▸ **ABOUT THIS EXERCISE**: Only the lines from the start of the data through the one containing "filter:drop-shadow(0 0 2px" belong in your answer; return them exactly.

------------------------------------------------

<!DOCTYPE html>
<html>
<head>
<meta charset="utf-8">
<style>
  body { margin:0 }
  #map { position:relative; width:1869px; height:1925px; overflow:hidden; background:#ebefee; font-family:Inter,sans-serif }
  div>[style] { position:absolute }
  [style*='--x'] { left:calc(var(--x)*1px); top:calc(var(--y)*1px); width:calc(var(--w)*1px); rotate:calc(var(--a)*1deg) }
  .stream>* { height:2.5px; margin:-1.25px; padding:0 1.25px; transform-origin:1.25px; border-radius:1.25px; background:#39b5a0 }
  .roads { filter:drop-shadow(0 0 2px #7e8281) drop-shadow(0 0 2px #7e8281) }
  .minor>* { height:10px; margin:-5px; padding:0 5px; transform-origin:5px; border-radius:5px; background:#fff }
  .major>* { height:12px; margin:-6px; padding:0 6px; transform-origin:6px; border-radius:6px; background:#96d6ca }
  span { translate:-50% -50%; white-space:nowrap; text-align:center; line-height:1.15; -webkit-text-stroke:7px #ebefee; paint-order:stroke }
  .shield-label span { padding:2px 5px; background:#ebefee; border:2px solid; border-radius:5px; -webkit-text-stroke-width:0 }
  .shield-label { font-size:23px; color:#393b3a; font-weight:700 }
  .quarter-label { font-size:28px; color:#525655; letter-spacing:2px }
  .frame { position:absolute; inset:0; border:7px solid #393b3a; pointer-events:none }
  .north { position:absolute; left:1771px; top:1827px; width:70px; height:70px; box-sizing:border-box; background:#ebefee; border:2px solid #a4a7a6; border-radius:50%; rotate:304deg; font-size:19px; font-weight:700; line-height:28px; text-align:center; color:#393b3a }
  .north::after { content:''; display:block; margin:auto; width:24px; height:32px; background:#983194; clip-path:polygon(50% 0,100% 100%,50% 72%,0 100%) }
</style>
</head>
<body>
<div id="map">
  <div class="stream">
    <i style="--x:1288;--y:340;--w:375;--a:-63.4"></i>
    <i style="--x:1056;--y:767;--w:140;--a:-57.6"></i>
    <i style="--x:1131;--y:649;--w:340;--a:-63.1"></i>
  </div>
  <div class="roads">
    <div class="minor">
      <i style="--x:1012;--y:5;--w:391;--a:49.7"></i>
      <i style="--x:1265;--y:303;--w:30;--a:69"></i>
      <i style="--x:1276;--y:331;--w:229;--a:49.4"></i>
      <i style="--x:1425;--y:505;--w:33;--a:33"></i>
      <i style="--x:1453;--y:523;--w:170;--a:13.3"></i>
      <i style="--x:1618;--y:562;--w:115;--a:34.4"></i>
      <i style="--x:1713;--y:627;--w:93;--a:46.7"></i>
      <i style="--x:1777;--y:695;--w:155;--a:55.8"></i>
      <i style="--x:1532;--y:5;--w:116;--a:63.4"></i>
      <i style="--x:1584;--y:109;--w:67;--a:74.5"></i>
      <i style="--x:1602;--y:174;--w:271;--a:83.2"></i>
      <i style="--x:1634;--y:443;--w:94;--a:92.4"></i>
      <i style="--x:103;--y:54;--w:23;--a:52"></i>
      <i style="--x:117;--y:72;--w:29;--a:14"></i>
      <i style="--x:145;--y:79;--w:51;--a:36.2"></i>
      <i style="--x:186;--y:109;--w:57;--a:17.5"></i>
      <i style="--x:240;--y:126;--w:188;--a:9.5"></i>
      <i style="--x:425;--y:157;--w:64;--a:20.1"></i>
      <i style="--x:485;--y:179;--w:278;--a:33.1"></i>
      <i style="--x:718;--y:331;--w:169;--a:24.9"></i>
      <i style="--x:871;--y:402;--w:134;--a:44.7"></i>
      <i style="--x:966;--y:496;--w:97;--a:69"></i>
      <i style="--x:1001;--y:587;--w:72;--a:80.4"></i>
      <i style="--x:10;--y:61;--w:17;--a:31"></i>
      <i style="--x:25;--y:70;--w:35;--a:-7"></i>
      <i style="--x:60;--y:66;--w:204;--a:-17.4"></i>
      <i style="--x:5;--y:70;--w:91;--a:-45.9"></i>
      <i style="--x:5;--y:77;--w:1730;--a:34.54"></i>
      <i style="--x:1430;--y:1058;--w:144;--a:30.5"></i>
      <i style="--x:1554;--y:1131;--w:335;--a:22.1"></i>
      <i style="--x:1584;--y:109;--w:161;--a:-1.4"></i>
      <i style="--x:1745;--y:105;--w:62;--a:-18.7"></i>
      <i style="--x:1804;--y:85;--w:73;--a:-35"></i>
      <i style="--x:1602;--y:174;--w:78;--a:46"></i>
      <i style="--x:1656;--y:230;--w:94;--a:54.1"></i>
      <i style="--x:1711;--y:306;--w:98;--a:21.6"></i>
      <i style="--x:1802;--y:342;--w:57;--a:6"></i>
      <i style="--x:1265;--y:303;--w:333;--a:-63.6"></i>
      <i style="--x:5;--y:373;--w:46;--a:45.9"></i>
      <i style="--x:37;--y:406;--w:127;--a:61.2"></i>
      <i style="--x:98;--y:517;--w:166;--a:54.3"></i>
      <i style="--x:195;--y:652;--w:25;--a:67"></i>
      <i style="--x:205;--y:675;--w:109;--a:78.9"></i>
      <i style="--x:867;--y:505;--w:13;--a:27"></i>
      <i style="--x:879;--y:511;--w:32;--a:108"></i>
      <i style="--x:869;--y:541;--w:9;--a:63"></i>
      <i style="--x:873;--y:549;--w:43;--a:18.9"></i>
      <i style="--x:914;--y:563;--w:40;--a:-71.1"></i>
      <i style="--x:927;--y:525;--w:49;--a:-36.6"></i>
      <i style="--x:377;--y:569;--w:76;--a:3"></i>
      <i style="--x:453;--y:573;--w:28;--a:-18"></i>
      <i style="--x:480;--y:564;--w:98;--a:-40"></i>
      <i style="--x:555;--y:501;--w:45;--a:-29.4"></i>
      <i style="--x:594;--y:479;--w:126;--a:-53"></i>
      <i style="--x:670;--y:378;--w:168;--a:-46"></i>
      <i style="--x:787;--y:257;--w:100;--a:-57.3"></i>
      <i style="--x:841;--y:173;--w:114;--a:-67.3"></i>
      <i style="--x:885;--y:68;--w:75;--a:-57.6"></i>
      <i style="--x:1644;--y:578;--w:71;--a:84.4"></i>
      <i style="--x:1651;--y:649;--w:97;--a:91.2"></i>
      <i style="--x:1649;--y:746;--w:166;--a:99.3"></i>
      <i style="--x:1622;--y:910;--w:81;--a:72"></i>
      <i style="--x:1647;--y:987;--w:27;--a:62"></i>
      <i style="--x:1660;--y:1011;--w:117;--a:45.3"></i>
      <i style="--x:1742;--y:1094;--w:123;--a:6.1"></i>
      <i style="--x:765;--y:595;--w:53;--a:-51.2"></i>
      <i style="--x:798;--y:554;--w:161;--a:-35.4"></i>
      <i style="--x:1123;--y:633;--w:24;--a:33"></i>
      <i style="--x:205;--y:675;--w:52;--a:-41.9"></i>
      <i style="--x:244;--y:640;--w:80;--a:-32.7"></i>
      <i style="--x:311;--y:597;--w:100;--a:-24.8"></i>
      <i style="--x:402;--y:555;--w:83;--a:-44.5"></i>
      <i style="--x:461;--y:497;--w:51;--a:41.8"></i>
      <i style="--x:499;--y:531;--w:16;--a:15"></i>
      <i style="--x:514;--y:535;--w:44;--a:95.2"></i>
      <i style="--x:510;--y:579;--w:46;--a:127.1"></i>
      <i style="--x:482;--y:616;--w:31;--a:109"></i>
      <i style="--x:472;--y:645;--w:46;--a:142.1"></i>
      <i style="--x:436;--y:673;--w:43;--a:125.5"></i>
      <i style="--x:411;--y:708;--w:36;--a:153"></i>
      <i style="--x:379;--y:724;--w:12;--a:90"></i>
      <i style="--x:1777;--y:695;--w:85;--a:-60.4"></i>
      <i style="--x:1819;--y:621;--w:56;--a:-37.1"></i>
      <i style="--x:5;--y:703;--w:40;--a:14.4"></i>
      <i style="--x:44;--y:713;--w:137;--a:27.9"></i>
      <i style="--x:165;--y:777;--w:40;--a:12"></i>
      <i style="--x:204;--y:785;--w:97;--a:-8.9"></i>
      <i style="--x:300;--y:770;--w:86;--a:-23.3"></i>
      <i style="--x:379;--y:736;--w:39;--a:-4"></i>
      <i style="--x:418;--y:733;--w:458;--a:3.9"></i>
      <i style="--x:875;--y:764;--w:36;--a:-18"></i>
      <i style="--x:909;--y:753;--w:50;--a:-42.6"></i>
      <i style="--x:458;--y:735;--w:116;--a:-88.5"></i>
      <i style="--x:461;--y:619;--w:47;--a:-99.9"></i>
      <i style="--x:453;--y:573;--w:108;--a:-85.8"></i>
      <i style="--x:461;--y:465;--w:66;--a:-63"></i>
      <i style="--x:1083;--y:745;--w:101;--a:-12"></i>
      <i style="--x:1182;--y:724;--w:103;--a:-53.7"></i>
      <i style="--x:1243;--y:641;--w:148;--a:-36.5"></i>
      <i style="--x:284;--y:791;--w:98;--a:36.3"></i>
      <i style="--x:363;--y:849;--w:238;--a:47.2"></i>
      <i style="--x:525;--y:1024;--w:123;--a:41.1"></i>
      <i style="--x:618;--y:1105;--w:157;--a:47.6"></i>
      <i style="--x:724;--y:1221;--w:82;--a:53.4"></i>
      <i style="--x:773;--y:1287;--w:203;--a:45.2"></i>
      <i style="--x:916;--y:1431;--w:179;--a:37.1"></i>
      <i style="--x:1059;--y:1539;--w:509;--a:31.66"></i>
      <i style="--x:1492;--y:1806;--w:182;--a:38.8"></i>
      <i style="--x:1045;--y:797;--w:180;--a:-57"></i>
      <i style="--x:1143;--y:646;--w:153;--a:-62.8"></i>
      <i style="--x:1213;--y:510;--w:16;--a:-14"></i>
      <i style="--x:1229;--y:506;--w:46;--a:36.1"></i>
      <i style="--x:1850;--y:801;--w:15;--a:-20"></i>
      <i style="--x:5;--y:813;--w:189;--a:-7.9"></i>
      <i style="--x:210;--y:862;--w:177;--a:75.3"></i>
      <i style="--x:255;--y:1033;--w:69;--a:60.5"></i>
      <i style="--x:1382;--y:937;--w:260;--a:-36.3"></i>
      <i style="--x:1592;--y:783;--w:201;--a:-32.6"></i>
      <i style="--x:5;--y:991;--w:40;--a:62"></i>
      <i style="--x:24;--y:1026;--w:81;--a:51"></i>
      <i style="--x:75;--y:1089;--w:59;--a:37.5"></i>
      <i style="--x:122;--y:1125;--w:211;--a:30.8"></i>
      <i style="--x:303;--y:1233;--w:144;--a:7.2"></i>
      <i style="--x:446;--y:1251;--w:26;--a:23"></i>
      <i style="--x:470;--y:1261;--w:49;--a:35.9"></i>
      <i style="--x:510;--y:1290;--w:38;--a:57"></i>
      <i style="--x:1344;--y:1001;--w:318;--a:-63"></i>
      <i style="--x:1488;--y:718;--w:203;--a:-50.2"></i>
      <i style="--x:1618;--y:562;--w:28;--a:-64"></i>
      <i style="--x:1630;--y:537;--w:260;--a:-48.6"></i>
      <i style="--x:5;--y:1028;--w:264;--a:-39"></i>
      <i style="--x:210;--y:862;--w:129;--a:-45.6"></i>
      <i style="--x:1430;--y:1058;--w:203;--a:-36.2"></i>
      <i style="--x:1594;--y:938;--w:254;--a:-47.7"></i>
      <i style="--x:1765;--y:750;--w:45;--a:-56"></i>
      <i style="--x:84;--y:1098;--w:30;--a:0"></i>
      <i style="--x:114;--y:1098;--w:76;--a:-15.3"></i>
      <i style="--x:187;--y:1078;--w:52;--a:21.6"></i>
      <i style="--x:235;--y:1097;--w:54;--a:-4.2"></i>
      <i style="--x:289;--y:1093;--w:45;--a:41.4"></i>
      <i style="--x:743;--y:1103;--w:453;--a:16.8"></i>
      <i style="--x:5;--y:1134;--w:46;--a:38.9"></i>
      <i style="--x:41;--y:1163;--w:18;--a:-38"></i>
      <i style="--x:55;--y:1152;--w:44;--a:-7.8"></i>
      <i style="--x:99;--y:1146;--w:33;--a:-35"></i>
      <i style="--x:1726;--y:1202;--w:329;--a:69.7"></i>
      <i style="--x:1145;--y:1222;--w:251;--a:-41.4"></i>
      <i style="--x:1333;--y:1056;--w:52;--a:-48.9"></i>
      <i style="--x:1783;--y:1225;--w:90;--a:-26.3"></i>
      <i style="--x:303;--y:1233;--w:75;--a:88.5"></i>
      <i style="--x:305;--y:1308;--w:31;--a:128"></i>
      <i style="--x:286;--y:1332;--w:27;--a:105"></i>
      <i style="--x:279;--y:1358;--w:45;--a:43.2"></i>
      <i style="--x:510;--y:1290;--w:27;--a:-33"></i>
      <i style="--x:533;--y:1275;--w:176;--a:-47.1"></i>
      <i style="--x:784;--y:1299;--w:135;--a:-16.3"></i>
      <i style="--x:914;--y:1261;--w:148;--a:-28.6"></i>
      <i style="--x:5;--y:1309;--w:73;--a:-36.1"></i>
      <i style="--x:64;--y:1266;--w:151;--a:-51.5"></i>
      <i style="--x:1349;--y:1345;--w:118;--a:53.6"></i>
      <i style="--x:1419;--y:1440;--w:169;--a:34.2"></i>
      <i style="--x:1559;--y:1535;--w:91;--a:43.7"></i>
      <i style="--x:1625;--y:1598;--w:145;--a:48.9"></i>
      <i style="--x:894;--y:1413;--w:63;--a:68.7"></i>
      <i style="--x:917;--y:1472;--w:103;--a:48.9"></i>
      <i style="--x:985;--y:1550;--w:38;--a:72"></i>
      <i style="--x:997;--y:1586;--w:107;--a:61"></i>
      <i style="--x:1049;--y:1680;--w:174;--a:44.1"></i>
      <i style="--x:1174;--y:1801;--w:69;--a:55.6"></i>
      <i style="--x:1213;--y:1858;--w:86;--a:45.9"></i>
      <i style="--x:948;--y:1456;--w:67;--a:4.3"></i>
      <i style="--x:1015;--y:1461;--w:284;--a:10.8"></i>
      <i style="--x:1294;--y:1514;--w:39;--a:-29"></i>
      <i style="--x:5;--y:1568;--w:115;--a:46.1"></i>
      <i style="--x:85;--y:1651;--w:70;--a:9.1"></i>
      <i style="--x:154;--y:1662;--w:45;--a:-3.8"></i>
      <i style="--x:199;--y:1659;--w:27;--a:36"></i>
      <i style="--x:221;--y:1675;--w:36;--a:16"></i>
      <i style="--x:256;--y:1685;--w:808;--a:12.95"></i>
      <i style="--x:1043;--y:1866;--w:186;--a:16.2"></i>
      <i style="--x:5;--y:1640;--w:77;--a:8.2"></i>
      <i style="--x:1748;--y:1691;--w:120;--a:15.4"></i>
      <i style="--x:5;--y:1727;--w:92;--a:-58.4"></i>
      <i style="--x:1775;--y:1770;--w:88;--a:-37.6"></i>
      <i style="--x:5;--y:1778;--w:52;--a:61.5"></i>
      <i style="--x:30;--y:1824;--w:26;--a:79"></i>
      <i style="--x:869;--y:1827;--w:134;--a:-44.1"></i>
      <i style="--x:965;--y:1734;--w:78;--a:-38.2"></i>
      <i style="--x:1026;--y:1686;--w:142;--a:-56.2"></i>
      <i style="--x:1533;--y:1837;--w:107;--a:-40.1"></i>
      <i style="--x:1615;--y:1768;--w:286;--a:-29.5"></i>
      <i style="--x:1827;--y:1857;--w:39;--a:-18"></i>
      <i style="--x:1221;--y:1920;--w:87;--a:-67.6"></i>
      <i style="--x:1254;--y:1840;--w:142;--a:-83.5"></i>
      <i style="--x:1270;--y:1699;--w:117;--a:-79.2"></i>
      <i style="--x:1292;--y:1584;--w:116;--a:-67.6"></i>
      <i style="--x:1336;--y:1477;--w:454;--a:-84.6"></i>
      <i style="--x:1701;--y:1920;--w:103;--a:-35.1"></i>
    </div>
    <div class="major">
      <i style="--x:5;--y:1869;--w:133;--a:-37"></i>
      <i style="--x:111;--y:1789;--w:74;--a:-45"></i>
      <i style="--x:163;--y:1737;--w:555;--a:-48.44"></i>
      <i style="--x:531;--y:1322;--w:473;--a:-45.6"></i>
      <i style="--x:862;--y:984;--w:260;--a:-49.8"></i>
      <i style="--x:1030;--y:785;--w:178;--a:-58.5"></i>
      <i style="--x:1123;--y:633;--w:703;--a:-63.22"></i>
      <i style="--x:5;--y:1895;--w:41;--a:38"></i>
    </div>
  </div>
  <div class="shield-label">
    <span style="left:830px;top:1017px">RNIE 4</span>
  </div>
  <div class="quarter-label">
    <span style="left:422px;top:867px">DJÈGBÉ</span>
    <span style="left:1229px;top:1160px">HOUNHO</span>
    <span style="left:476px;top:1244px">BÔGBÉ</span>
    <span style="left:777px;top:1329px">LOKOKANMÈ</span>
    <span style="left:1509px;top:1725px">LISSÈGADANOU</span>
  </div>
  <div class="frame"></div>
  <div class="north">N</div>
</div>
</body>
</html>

------------------------------------------------

▸ **RESPONSE TO THE TASK**:
<!DOCTYPE html>
<html>
<head>
<meta charset="utf-8">
<style>
  body { margin:0 }
  #map { position:relative; width:1869px; height:1925px; overflow:hidden; background:#ebefee; font-family:Inter,sans-serif }
  div>[style] { position:absolute }
  [style*='--x'] { left:calc(var(--x)*1px); top:calc(var(--y)*1px); width:calc(var(--w)*1px); rotate:calc(var(--a)*1deg) }
  .stream>* { height:2.5px; margin:-1.25px; padding:0 1.25px; transform-origin:1.25px; border-radius:1.25px; background:#39b5a0 }
  .roads { filter:drop-shadow(0 0 2px #7e8281) drop-shadow(0 0 2px #7e8281) }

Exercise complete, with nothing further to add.